Only the lines containing "sizing" should appear in the answer, copied from the listing below.

*** RECORDS FOR PROCESSING Section Begins ***

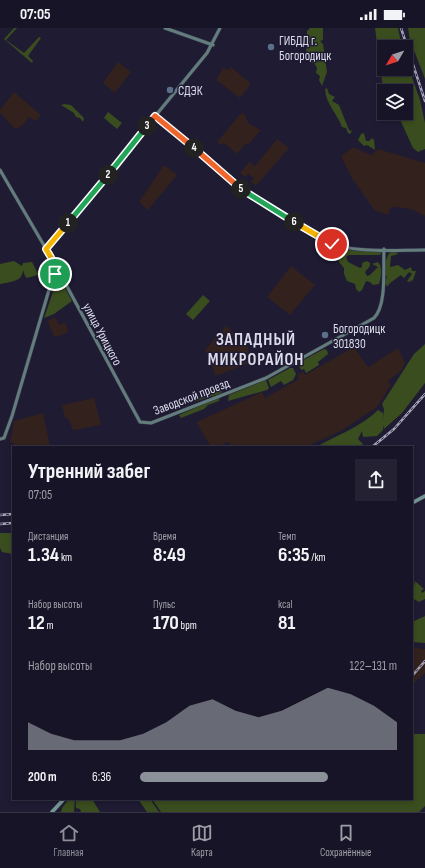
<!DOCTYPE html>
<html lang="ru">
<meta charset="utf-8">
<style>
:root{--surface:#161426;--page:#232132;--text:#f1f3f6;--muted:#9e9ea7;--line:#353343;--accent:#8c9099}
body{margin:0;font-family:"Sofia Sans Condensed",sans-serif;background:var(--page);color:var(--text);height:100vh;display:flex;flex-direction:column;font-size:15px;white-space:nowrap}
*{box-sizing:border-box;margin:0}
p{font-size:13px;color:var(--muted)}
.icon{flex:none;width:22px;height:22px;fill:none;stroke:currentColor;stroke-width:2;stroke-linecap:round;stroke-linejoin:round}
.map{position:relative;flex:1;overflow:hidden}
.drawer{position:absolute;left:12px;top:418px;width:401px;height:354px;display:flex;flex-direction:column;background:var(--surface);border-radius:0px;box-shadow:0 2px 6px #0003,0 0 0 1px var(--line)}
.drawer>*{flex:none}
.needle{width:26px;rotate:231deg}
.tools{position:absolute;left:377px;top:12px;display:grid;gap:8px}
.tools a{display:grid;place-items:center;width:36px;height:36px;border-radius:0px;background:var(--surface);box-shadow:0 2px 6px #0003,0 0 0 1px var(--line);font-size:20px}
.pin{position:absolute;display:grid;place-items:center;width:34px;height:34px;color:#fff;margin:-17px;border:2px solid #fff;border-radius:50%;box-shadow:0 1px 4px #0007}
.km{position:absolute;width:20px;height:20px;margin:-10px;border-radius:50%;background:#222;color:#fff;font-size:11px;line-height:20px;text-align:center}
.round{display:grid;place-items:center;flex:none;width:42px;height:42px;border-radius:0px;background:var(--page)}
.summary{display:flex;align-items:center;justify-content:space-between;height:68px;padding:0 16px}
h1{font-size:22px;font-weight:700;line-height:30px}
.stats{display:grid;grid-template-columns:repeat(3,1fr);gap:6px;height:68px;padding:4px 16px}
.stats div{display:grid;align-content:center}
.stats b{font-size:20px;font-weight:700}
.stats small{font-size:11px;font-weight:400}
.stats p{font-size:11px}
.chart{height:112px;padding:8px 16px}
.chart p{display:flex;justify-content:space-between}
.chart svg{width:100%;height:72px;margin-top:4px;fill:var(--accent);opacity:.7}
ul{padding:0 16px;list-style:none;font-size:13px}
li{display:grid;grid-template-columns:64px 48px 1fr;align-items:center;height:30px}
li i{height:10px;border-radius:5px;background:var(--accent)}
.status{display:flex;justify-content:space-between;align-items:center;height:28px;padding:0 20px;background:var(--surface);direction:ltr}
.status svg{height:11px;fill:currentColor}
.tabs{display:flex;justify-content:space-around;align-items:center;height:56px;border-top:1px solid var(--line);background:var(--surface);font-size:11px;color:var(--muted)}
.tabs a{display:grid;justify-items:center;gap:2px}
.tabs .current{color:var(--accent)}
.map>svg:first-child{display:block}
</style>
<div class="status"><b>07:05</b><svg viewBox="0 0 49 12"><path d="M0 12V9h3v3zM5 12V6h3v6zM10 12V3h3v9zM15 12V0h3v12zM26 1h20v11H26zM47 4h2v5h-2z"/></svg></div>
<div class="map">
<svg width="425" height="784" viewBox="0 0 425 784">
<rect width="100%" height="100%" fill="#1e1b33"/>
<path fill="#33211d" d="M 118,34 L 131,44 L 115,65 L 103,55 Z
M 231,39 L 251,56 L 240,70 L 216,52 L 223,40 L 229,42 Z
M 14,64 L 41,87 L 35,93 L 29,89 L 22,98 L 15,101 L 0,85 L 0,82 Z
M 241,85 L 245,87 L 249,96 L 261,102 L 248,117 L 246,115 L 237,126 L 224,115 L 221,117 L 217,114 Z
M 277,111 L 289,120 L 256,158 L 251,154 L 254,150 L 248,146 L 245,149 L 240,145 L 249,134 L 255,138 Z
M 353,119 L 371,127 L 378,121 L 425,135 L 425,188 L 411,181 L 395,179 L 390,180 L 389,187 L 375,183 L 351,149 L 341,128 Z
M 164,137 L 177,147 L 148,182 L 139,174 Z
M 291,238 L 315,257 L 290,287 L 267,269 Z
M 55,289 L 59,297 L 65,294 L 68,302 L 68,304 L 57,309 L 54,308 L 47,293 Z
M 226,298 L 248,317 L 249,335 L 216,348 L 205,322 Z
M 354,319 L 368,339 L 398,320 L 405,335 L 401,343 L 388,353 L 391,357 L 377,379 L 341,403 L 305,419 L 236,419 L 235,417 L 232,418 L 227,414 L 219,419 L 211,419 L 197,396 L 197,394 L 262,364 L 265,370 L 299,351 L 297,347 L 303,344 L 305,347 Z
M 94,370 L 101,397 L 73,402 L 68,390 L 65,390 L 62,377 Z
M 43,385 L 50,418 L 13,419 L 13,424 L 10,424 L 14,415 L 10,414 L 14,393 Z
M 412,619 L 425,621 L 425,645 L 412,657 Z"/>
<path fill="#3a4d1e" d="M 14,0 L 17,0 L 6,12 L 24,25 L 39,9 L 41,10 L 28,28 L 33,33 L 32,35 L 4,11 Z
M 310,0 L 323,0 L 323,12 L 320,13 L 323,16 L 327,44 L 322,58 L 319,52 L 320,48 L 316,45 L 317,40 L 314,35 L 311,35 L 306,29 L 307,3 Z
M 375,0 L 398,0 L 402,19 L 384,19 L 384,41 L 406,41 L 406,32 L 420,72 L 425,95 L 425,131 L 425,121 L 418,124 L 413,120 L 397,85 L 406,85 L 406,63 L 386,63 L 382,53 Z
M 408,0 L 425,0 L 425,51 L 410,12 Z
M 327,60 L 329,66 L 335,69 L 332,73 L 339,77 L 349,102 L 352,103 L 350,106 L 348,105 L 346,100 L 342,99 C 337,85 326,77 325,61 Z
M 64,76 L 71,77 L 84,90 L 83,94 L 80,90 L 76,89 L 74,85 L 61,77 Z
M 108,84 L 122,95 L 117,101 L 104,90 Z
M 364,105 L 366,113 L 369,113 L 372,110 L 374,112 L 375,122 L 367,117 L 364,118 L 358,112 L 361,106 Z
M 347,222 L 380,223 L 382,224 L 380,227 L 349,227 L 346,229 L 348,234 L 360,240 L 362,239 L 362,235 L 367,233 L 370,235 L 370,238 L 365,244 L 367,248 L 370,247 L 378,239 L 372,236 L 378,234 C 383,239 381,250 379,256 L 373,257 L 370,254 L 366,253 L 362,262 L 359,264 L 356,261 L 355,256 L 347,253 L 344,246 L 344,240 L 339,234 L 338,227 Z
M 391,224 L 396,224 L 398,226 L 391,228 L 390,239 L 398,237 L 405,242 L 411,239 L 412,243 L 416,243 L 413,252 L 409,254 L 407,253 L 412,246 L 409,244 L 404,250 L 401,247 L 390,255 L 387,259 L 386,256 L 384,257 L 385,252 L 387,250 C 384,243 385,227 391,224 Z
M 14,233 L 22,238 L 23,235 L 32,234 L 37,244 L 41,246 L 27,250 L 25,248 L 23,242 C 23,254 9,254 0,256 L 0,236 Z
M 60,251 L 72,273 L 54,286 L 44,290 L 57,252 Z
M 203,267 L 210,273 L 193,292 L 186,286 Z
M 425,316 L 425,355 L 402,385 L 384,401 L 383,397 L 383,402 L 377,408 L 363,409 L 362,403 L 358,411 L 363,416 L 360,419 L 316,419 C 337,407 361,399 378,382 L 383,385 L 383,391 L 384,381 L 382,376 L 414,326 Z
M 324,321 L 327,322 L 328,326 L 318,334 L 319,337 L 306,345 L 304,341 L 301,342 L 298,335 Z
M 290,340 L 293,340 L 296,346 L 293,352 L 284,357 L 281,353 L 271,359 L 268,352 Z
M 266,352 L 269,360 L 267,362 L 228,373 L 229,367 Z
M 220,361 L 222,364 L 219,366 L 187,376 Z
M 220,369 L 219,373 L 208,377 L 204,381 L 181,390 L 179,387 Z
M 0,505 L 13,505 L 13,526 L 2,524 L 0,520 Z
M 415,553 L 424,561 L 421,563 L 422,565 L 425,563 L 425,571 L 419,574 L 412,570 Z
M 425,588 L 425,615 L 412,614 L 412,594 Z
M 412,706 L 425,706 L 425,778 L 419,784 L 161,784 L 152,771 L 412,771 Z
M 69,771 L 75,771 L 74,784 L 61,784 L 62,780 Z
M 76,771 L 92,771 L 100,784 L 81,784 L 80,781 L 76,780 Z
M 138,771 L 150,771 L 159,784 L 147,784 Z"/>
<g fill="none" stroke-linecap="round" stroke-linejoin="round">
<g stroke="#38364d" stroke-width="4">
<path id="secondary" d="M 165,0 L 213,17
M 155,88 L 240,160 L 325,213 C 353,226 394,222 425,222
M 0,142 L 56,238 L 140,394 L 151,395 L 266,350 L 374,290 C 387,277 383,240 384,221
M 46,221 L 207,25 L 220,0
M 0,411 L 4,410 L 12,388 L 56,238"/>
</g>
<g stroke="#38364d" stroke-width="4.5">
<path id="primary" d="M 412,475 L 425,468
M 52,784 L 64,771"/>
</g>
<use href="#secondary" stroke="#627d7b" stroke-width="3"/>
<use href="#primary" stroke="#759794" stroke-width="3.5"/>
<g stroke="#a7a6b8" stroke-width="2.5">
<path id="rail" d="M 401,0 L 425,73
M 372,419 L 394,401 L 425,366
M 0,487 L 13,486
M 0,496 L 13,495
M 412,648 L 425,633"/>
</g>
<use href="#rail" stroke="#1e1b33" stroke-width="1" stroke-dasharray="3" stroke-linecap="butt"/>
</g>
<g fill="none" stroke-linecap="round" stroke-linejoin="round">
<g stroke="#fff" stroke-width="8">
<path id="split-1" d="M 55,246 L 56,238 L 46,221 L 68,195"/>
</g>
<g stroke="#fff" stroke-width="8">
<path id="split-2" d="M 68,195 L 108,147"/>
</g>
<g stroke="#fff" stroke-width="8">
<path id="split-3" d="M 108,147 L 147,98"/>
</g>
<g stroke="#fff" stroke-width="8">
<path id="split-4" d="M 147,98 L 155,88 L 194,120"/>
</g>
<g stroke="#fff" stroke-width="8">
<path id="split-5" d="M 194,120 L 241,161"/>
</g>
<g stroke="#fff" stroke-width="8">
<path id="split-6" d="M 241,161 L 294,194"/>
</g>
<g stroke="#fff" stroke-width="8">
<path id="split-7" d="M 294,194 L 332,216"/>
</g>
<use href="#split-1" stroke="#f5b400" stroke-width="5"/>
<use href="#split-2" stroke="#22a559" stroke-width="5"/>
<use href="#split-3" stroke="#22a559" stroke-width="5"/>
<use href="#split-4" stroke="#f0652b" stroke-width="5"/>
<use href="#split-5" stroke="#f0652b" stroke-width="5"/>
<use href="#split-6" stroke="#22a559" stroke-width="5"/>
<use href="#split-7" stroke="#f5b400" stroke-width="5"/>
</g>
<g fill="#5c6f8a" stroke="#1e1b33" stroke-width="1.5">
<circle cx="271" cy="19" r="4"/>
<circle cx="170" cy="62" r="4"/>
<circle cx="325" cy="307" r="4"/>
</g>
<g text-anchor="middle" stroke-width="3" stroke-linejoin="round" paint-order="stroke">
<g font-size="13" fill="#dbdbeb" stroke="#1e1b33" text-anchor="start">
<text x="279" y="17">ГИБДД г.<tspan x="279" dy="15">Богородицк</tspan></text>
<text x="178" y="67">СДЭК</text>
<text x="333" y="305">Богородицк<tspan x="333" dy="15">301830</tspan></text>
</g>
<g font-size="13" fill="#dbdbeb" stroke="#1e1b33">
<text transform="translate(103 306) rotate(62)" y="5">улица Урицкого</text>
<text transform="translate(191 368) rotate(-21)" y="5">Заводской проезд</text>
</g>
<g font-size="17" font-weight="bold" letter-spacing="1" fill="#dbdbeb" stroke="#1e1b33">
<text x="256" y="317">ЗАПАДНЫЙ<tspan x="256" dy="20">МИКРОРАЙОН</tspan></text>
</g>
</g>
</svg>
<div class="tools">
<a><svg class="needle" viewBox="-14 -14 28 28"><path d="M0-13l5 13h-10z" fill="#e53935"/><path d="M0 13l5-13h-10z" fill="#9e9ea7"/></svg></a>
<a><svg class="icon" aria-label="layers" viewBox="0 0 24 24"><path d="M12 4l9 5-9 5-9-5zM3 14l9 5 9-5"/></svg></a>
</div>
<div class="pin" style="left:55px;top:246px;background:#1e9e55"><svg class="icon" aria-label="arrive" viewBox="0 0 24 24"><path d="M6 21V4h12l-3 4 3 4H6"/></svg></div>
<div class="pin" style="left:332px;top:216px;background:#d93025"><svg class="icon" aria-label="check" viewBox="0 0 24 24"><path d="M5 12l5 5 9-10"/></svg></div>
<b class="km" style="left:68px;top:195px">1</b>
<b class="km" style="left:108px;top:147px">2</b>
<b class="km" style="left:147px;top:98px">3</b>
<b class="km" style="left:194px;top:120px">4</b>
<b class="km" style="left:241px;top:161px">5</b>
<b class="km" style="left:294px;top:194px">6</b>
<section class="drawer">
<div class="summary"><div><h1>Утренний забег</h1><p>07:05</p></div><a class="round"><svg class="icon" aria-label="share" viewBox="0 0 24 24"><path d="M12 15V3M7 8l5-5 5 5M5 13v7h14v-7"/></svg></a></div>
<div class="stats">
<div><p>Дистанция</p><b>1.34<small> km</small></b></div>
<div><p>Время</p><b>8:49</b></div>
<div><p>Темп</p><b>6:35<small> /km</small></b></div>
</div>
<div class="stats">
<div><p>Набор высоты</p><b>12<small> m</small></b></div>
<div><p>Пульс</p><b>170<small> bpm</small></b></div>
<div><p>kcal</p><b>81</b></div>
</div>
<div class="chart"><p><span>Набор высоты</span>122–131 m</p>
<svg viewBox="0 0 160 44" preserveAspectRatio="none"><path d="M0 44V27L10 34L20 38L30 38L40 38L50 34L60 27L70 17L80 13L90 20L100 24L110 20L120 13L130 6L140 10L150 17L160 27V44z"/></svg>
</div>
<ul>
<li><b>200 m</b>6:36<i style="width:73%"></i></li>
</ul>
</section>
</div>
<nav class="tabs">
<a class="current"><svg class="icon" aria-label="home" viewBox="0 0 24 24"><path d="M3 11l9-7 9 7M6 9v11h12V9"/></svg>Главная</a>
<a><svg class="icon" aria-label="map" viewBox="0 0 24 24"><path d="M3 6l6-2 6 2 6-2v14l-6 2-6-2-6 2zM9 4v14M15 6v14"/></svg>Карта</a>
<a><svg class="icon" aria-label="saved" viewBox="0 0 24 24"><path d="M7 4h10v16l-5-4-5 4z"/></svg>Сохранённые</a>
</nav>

*** RECORDS FOR PROCESSING Section Ends ***
*** RECORDS FOR PROCESSING Section Begins ***

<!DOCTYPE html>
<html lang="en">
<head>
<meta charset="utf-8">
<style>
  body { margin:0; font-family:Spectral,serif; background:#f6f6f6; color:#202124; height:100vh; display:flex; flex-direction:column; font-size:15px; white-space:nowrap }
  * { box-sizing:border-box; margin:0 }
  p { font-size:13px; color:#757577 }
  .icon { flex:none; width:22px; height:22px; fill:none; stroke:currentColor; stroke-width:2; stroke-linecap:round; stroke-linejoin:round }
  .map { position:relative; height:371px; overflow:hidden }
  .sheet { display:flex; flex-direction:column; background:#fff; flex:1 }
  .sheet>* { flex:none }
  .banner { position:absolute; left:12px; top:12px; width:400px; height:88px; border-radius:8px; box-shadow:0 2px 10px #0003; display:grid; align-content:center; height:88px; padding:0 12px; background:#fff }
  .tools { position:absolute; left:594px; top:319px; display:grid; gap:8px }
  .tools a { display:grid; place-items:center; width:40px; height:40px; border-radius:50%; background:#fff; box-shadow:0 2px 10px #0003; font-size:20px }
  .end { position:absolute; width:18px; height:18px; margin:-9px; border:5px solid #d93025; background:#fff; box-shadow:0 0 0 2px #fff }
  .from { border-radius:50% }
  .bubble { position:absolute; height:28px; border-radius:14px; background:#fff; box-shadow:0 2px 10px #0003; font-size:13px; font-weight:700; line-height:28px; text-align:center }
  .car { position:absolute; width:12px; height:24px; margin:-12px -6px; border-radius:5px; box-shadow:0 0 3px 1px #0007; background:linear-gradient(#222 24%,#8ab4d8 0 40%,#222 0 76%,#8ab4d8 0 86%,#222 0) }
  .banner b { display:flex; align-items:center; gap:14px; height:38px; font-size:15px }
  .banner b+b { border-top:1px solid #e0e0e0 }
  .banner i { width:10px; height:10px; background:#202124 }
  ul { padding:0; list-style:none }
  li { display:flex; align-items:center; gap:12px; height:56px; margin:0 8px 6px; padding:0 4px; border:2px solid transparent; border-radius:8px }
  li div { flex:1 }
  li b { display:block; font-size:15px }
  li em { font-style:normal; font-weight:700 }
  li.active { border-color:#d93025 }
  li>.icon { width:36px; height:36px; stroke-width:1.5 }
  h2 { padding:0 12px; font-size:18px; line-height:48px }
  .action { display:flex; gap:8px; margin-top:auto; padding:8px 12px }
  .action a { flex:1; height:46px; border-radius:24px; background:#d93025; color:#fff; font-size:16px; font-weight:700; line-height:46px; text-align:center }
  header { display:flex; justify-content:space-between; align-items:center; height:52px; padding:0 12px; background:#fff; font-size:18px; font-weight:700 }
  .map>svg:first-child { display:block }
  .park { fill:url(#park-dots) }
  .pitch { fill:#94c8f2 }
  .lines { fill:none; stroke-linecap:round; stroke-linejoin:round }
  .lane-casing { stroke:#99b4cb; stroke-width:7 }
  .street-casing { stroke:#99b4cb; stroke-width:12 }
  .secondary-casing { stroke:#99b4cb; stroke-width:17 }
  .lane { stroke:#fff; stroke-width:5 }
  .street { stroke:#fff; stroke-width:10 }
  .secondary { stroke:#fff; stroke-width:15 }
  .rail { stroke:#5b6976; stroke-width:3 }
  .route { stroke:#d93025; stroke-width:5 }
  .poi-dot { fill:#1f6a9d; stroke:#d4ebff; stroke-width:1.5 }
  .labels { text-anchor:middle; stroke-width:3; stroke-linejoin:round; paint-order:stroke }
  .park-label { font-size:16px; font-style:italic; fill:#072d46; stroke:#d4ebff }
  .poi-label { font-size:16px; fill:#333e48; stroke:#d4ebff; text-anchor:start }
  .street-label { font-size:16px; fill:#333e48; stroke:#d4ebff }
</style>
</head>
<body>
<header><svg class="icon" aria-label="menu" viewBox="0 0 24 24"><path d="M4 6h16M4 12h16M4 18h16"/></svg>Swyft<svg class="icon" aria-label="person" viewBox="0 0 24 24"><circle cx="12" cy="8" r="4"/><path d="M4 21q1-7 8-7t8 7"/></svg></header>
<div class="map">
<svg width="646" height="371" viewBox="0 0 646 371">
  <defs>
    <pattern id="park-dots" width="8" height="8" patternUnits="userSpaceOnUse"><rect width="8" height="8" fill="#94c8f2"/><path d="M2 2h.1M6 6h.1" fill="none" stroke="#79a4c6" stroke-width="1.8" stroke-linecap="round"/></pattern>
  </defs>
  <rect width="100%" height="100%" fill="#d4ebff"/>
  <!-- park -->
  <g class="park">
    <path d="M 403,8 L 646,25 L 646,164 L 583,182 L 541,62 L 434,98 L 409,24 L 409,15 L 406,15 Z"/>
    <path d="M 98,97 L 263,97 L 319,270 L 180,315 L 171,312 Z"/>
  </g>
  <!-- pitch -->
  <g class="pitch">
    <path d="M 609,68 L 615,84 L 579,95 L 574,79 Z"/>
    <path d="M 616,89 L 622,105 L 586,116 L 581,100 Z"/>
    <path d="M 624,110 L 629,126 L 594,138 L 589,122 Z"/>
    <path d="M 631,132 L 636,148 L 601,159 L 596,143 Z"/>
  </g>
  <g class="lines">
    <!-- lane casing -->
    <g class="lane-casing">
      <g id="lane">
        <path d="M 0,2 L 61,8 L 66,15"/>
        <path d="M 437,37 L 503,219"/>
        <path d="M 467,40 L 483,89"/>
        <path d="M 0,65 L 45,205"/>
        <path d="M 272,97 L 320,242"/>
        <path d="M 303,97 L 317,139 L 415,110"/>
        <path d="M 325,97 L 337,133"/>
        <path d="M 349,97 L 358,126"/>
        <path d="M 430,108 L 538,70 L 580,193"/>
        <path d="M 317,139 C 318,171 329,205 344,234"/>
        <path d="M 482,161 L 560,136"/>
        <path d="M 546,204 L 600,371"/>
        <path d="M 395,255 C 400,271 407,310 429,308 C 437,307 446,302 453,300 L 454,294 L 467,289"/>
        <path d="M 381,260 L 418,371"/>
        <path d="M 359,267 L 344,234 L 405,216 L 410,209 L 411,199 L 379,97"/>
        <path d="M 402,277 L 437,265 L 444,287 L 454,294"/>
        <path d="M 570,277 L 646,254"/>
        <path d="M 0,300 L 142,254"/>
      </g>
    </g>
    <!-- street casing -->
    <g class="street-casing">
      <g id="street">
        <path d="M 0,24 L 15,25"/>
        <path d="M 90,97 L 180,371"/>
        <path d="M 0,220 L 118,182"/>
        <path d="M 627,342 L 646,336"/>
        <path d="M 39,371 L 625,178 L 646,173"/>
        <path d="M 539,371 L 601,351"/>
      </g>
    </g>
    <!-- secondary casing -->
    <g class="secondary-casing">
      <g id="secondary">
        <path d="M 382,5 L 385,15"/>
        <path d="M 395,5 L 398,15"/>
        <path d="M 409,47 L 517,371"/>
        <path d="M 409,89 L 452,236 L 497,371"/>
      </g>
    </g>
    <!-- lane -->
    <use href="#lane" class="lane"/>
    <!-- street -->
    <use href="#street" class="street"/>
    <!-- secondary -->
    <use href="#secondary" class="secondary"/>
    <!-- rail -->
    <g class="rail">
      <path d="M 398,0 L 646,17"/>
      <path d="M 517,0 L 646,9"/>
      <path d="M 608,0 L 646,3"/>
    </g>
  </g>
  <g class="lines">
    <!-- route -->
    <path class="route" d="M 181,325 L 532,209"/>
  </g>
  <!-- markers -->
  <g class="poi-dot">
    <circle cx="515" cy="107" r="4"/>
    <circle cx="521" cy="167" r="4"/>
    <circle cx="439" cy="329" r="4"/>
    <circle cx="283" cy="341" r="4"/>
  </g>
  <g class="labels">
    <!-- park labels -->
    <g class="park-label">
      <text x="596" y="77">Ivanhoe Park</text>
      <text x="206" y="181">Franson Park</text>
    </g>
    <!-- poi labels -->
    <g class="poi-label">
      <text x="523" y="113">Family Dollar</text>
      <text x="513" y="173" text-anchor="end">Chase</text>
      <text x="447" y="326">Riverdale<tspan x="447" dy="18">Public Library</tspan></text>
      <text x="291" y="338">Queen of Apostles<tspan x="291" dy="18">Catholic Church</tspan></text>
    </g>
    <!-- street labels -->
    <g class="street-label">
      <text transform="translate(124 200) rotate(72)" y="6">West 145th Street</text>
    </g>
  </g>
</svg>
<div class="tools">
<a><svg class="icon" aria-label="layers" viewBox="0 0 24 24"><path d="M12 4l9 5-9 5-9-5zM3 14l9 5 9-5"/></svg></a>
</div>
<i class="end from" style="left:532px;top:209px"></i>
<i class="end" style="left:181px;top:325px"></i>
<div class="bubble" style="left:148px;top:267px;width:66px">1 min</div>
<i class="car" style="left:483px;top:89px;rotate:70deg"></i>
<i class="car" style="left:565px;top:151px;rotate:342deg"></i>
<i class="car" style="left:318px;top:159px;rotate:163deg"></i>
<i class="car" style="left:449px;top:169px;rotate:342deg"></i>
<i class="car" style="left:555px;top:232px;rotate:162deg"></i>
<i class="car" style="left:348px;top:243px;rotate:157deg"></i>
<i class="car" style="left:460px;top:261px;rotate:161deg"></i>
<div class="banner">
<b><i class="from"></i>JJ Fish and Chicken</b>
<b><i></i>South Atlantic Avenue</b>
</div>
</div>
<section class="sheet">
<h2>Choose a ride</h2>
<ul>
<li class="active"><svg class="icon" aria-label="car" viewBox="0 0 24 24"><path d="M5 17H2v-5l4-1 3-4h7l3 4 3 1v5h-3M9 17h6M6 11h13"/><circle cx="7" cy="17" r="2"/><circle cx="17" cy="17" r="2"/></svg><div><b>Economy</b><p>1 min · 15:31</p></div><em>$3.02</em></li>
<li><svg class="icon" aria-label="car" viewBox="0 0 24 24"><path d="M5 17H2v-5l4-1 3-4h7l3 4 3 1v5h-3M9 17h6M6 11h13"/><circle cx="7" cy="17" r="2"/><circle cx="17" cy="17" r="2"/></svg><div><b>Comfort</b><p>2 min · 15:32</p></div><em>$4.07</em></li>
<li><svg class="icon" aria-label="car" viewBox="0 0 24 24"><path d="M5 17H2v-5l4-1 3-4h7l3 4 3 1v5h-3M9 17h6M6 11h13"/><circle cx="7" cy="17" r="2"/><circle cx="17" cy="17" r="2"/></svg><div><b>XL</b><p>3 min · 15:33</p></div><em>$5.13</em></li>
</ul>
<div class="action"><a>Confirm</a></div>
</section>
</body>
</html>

*** RECORDS FOR PROCESSING Section Ends ***

## WORKED SOLUTION
*{box-sizing:border-box;margin:0}
  * { box-sizing:border-box; margin:0 }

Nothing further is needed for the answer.